Required work: When you transcribe the listing that follows, keep every line exact and skip any picture.
Start of Information shown
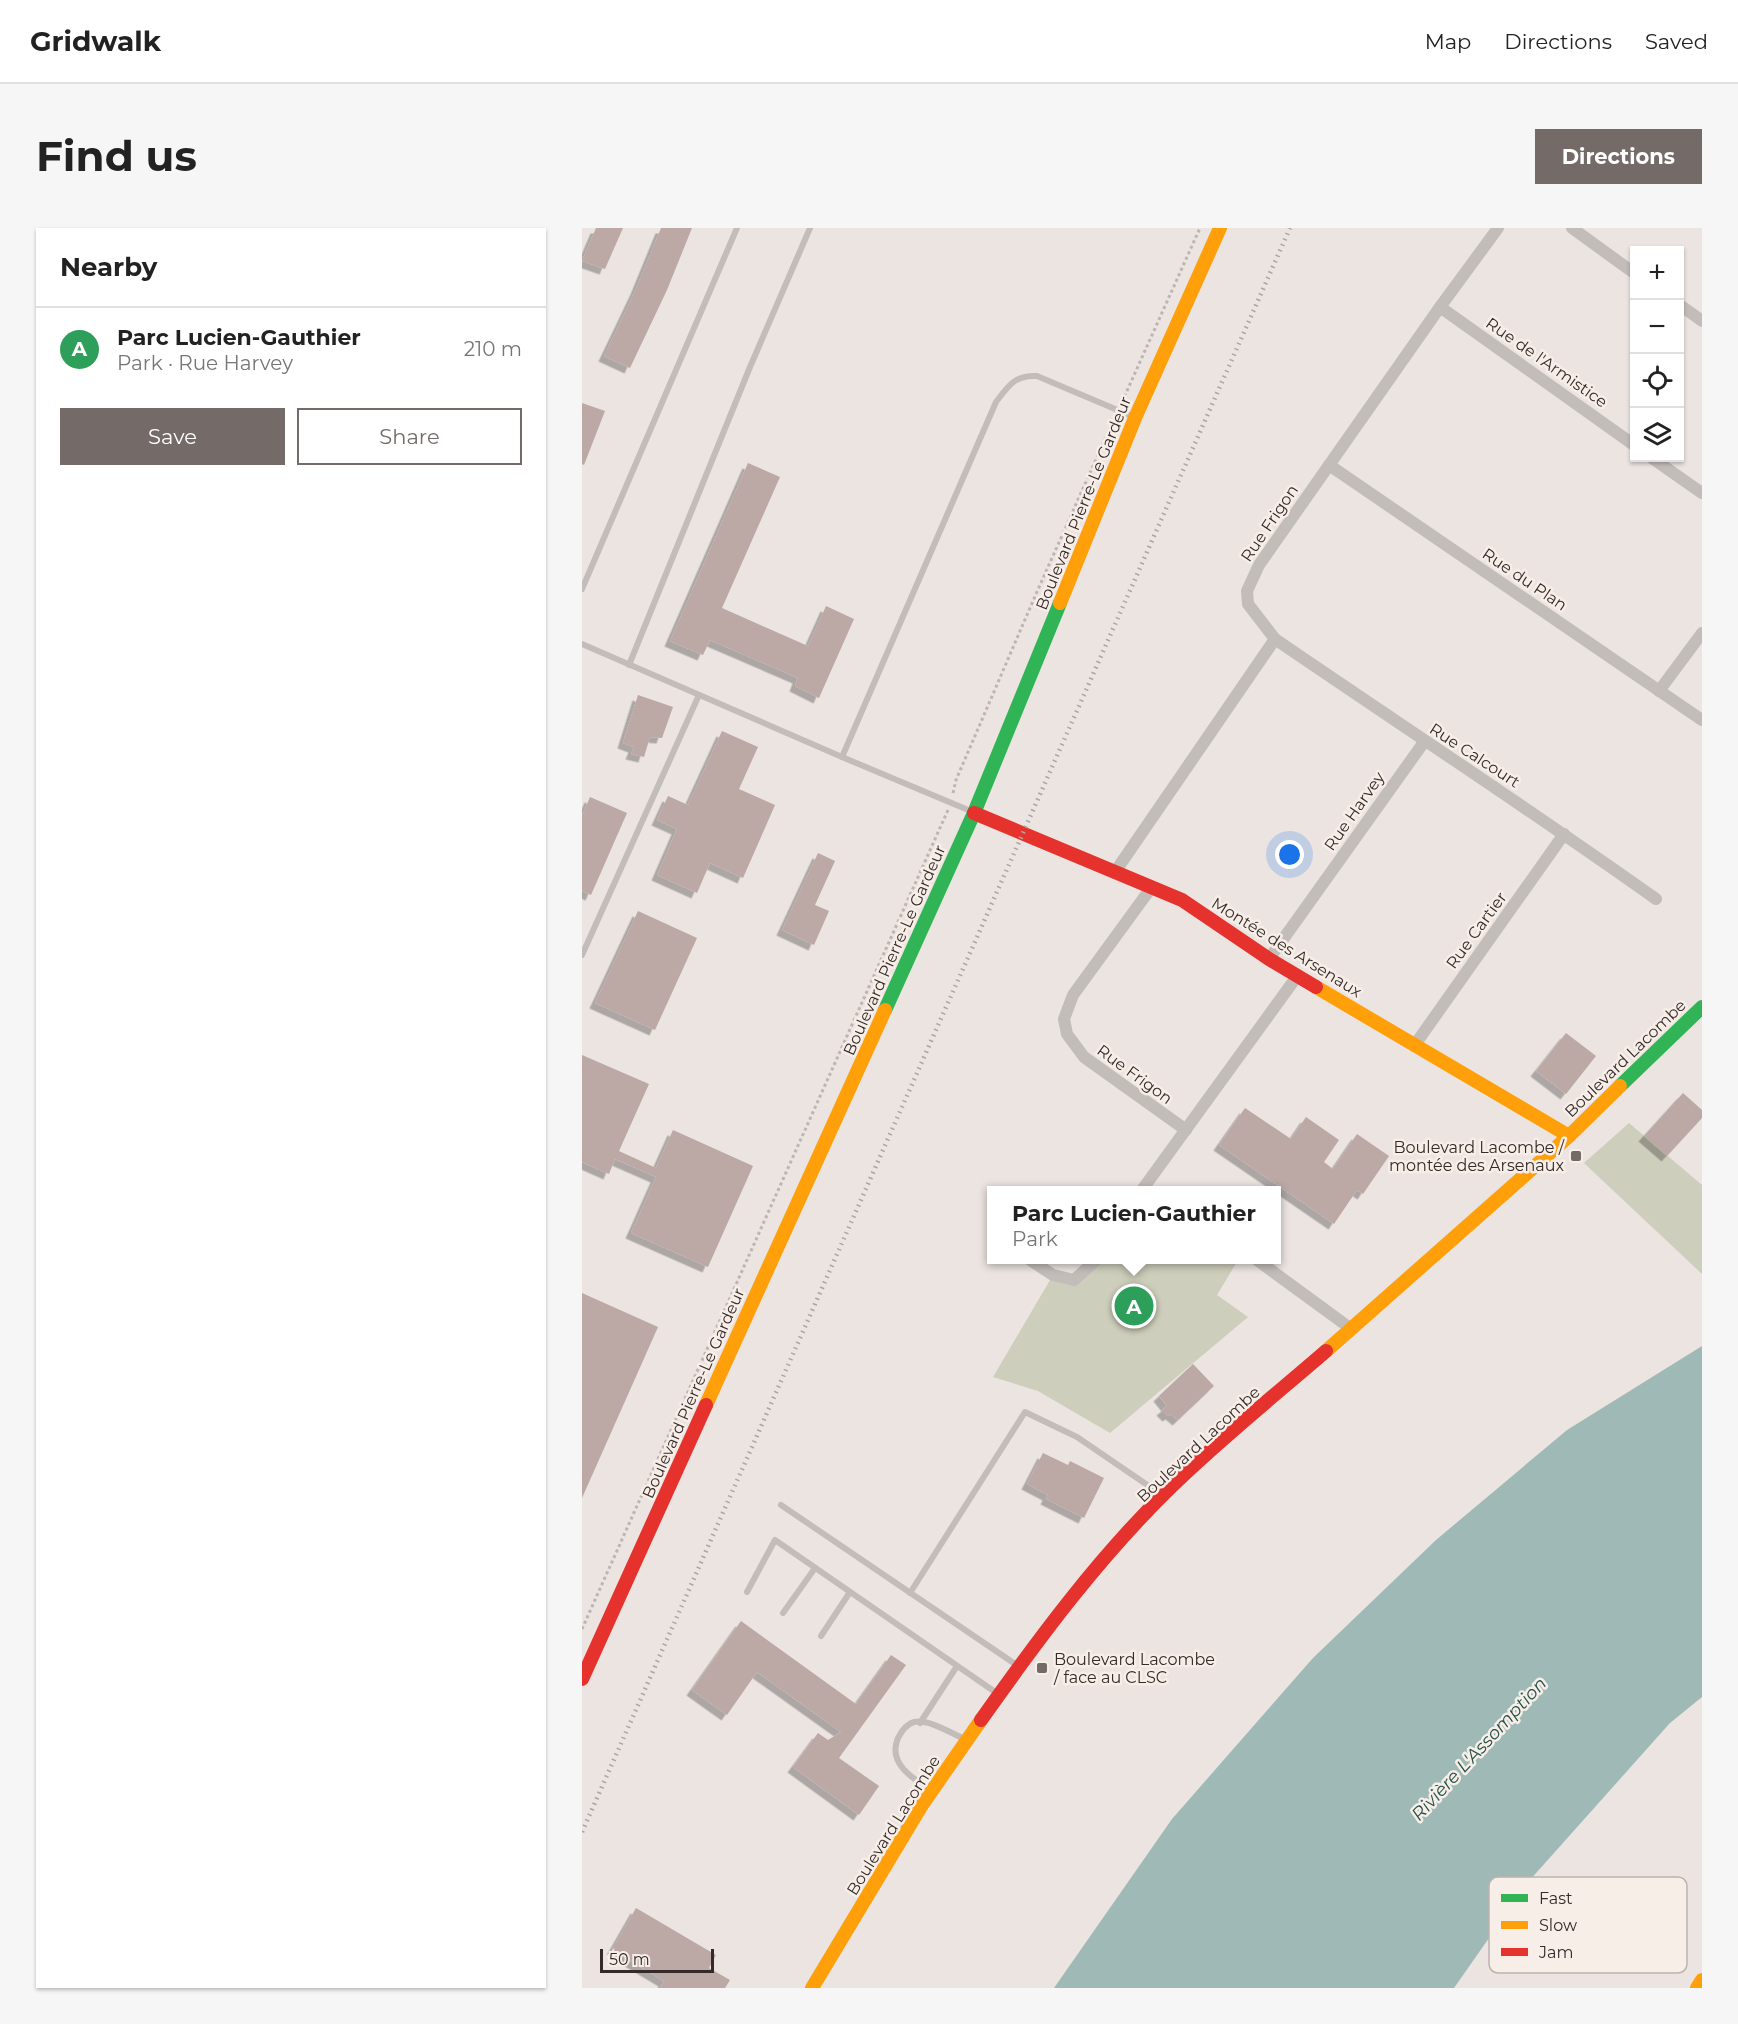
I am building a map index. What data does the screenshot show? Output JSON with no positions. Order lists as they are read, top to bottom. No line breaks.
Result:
{"streets":{"street":["Rue de l'Armistice","Boulevard Pierre-Le Gardeur","Rue Frigon","Rue du Plan","Rue Calcourt","Rue Harvey","Rue Cartier","Montée des Arsenaux","Boulevard Lacombe"]},"crossings":[["Rue de l'Armistice","Rue Frigon"],["Boulevard Pierre-Le Gardeur","Montée des Arsenaux"],["Rue Frigon","Rue du Plan"],["Rue Frigon","Rue Calcourt"],["Rue Frigon","Montée des Arsenaux"],["Rue Calcourt","Rue Harvey"],["Rue Calcourt","Rue Cartier"],["Rue Harvey","Montée des Arsenaux"],["Rue Cartier","Montée des Arsenaux"],["Montée des Arsenaux","Boulevard Lacombe"]],"water":["Rivière L'Assomption"],"places":{"transit":["Boulevard Lacombe / montée des Arsenaux","Boulevard Lacombe / face au CLSC"]},"legend":["Fast","Slow","Jam"],"scale_bar":"50 m","page":{"header":"Gridwalk","nav":["Map","Directions","Saved"],"buttons":["Directions",["Save","Share"]],"title":"Find us","heading":"Nearby","map_buttons":["+","−"],"list":[{"mark":"A","name":"Parc Lucien-Gauthier","note":"Park · Rue Harvey","value":"210 m"}],"popup":["Parc Lucien-Gauthier","Park"],"pins":"A","scale":"50 m"}}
End of Information shown
Task response:
I am building a map index. What data does the screenshot show? Output JSON with no positions. Order lists as they are read, top to bottom. No line breaks.
Result:
{"streets":{"street":["Rue de l'Armistice","Boulevard Pierre-Le Gardeur","Rue Frigon","Rue du Plan","Rue Calcourt","Rue Harvey","Rue Cartier","Montée des Arsenaux","Boulevard Lacombe"]},"crossings":[["Rue de l'Armistice","Rue Frigon"],["Boulevard Pierre-Le Gardeur","Montée des Arsenaux"],["Rue Frigon","Rue du Plan"],["Rue Frigon","Rue Calcourt"],["Rue Frigon","Montée des Arsenaux"],["Rue Calcourt","Rue Harvey"],["Rue Calcourt","Rue Cartier"],["Rue Harvey","Montée des Arsenaux"],["Rue Cartier","Montée des Arsenaux"],["Montée des Arsenaux","Boulevard Lacombe"]],"water":["Rivière L'Assomption"],"places":{"transit":["Boulevard Lacombe / montée des Arsenaux","Boulevard Lacombe / face au CLSC"]},"legend":["Fast","Slow","Jam"],"scale_bar":"50 m","page":{"header":"Gridwalk","nav":["Map","Directions","Saved"],"buttons":["Directions",["Save","Share"]],"title":"Find us","heading":"Nearby","map_buttons":["+","−"],"list":[{"mark":"A","name":"Parc Lucien-Gauthier","note":"Park · Rue Harvey","value":"210 m"}],"popup":["Parc Lucien-Gauthier","Park"],"pins":"A","scale":"50 m"}}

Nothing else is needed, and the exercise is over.